I am a results-oriented Data Scientist holding an MSc. in Applied Statistics and a BSc. in Applied Mathematics with over 8 years of experience bridging the gap between statistical theory and technical execution. I specialize in designing advanced quantitative and predictive modeling solutions to solve complex challenges across finance, healthcare, and education.
My expertise spans the full data lifecycle, from architectural groundwork to actionable insights:
Cloud & Data Engineering: I have extensive experience optimizing enterprise data management and cloud migrations on Azure (Databricks, PySpark) and AWS. I architect robust ETL/ELT pipelines, manage data lakes using Hadoop and Hive, and utilize SQL and Bash for high-efficiency data processing. At TD Bank, OI and CDC, my optimizations directly contributed to a 20% boost in processing efficiency.
Machine Learning & AI: I leverage Python, R, SAS, and TensorFlow to build sophisticated models, including NLP (Natural Language Processing), fraud detection, and customer churn prediction. My work in optimizing database schemas and predictive algorithms has delivered measurable results, such as a 15% increase in model accuracy.

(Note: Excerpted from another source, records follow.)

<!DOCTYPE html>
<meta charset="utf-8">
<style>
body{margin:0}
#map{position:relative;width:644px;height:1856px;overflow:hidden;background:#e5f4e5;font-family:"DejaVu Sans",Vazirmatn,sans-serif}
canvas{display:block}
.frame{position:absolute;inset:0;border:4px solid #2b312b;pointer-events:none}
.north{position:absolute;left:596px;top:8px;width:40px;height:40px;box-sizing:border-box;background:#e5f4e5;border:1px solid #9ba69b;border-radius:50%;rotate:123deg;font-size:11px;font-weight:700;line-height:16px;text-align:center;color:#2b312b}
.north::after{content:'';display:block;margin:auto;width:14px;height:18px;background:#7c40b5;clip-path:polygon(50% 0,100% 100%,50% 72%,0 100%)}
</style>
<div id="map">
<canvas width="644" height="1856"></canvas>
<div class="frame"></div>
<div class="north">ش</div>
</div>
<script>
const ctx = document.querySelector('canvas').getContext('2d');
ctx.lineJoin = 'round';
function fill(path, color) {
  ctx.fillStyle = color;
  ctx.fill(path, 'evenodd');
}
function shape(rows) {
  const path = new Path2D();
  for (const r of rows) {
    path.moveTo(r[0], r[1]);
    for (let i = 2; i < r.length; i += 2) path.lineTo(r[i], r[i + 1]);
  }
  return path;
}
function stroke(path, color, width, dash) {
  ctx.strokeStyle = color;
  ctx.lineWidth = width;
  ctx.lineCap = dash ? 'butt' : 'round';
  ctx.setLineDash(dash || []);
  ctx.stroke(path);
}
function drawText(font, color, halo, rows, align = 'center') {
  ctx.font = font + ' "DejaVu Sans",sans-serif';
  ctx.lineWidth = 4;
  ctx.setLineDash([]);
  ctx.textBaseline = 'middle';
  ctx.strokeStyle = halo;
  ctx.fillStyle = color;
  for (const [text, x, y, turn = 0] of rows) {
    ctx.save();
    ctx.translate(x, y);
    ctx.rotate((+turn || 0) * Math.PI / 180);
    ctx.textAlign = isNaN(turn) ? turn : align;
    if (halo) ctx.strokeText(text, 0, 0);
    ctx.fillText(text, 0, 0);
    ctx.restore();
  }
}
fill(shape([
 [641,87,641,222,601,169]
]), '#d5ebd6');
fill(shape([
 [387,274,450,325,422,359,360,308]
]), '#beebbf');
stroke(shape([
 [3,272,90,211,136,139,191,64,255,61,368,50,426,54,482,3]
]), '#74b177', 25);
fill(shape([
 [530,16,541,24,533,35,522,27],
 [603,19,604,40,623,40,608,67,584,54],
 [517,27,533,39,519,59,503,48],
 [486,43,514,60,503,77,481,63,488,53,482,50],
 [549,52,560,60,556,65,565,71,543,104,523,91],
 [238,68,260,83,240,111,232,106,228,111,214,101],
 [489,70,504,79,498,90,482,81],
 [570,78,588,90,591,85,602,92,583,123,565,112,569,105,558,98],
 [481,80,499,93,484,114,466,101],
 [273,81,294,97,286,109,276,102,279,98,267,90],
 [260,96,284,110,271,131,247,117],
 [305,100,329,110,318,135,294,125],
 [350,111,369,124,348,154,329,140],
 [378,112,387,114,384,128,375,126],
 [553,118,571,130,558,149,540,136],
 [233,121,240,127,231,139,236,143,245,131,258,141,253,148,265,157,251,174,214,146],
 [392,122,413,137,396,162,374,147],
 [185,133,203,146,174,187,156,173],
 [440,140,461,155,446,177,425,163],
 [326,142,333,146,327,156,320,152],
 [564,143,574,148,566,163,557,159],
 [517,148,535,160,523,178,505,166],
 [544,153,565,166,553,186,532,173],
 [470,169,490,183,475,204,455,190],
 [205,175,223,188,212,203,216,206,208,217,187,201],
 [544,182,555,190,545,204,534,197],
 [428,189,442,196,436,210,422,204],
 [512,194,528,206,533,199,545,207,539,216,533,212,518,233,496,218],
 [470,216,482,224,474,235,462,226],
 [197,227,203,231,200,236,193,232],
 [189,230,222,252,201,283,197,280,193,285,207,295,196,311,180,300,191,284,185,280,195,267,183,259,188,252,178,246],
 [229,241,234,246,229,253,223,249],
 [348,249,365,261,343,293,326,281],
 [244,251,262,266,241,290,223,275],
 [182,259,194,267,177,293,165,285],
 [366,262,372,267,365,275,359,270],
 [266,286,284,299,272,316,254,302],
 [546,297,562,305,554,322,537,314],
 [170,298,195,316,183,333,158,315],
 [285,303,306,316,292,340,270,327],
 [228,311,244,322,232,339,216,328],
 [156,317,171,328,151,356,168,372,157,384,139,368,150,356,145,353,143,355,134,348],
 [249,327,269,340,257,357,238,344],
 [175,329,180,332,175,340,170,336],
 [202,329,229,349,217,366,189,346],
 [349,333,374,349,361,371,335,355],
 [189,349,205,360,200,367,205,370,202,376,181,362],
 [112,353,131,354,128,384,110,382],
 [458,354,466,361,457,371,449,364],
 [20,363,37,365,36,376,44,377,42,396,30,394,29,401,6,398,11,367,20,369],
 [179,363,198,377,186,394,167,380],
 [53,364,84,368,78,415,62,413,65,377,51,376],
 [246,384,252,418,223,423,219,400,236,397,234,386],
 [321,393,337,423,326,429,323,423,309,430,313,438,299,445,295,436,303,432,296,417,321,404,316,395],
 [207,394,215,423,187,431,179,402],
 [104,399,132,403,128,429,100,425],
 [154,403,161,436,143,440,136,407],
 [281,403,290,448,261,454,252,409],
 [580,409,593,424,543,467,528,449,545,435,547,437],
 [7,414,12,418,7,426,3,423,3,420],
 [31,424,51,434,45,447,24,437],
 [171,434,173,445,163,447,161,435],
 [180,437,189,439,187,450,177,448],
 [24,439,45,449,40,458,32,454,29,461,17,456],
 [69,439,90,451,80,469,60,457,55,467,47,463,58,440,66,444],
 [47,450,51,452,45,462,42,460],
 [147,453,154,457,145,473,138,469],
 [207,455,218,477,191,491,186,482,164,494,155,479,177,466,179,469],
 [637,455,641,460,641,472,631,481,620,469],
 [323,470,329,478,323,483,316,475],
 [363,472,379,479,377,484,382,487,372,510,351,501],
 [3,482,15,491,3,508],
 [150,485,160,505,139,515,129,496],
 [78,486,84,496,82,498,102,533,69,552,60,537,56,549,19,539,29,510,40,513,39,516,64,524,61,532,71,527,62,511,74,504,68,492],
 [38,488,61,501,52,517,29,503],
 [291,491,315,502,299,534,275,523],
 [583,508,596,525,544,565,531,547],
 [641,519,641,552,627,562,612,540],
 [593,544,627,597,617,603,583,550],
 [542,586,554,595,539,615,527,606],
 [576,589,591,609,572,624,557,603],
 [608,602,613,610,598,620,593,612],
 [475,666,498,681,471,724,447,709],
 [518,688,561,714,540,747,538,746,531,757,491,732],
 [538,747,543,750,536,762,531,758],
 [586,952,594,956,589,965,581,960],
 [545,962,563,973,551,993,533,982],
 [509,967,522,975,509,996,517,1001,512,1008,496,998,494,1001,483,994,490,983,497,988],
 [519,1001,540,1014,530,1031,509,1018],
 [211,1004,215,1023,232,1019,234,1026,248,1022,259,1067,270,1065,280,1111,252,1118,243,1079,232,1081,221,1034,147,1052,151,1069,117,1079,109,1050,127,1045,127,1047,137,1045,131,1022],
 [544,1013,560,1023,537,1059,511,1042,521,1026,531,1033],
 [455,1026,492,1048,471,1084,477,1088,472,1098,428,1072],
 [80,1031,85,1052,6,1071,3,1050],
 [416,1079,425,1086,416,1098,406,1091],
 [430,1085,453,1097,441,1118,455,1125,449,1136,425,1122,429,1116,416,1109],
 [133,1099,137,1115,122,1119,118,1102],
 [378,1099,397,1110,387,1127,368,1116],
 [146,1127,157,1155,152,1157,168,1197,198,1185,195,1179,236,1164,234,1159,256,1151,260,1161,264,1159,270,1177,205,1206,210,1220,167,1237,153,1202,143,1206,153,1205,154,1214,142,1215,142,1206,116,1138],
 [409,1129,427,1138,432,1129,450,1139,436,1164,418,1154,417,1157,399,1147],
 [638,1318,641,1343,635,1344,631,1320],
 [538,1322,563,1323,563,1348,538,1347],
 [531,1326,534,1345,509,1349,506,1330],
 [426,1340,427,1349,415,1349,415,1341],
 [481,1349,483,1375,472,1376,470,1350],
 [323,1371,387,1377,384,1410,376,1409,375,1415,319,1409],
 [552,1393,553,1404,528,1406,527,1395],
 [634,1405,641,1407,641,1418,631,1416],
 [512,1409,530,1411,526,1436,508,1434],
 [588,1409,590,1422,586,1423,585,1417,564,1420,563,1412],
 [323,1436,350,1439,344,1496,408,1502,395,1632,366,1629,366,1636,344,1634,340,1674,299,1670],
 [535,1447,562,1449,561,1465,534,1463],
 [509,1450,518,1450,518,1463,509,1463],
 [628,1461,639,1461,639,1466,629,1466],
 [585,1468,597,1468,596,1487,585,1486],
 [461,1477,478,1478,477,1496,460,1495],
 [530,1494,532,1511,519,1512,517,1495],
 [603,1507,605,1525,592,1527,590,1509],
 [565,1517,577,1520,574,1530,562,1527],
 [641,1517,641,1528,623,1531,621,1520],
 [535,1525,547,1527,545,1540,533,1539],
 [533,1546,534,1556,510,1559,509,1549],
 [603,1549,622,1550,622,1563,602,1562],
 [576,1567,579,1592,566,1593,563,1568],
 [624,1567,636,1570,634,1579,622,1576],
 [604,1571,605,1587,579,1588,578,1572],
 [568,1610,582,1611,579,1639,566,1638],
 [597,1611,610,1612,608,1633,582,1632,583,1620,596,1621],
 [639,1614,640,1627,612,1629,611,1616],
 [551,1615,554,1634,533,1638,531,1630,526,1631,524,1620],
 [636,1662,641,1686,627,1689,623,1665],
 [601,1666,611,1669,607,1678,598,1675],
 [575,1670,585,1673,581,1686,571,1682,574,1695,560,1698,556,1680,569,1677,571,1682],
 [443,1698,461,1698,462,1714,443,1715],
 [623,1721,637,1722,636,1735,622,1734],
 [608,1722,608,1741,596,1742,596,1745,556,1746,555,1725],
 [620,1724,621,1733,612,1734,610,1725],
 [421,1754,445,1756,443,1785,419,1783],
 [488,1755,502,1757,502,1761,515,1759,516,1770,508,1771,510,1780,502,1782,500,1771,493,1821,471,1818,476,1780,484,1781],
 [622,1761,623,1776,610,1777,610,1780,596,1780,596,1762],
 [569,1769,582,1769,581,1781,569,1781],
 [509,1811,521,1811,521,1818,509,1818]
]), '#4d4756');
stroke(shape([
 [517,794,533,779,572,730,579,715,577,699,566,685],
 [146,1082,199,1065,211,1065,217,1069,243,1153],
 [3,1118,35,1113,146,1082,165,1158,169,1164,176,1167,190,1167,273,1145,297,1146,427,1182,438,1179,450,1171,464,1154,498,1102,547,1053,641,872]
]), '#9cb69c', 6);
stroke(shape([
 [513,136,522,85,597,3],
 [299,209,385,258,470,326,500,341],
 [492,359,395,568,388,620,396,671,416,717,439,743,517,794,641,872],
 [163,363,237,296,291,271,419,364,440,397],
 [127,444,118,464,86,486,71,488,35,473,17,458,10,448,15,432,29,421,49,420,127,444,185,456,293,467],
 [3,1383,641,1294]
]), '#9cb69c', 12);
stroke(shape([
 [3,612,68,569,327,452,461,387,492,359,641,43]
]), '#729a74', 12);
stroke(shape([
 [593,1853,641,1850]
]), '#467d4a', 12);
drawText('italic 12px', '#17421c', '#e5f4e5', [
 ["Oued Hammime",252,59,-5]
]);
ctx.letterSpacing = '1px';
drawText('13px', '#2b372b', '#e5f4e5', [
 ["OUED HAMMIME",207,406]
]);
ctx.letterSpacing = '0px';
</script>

Business Intelligence & Leadership: I bridge technical and business teams by translating complex data into strategic decisions through Tableau visualizations. I thrive in Agile (SCRUM) environments, acting as a Subject Matter Expert (SME) to lead code reviews, mentor peers, and ensure rigorous QA and regulatory compliance.
In addition to my corporate work, I am a published researcher with a strong academic foundation in Bayesian hierarchical modeling and global health statistics. I combine this rigorous academic background with technical fluency to drive innovation, data integrity, and measurable business value.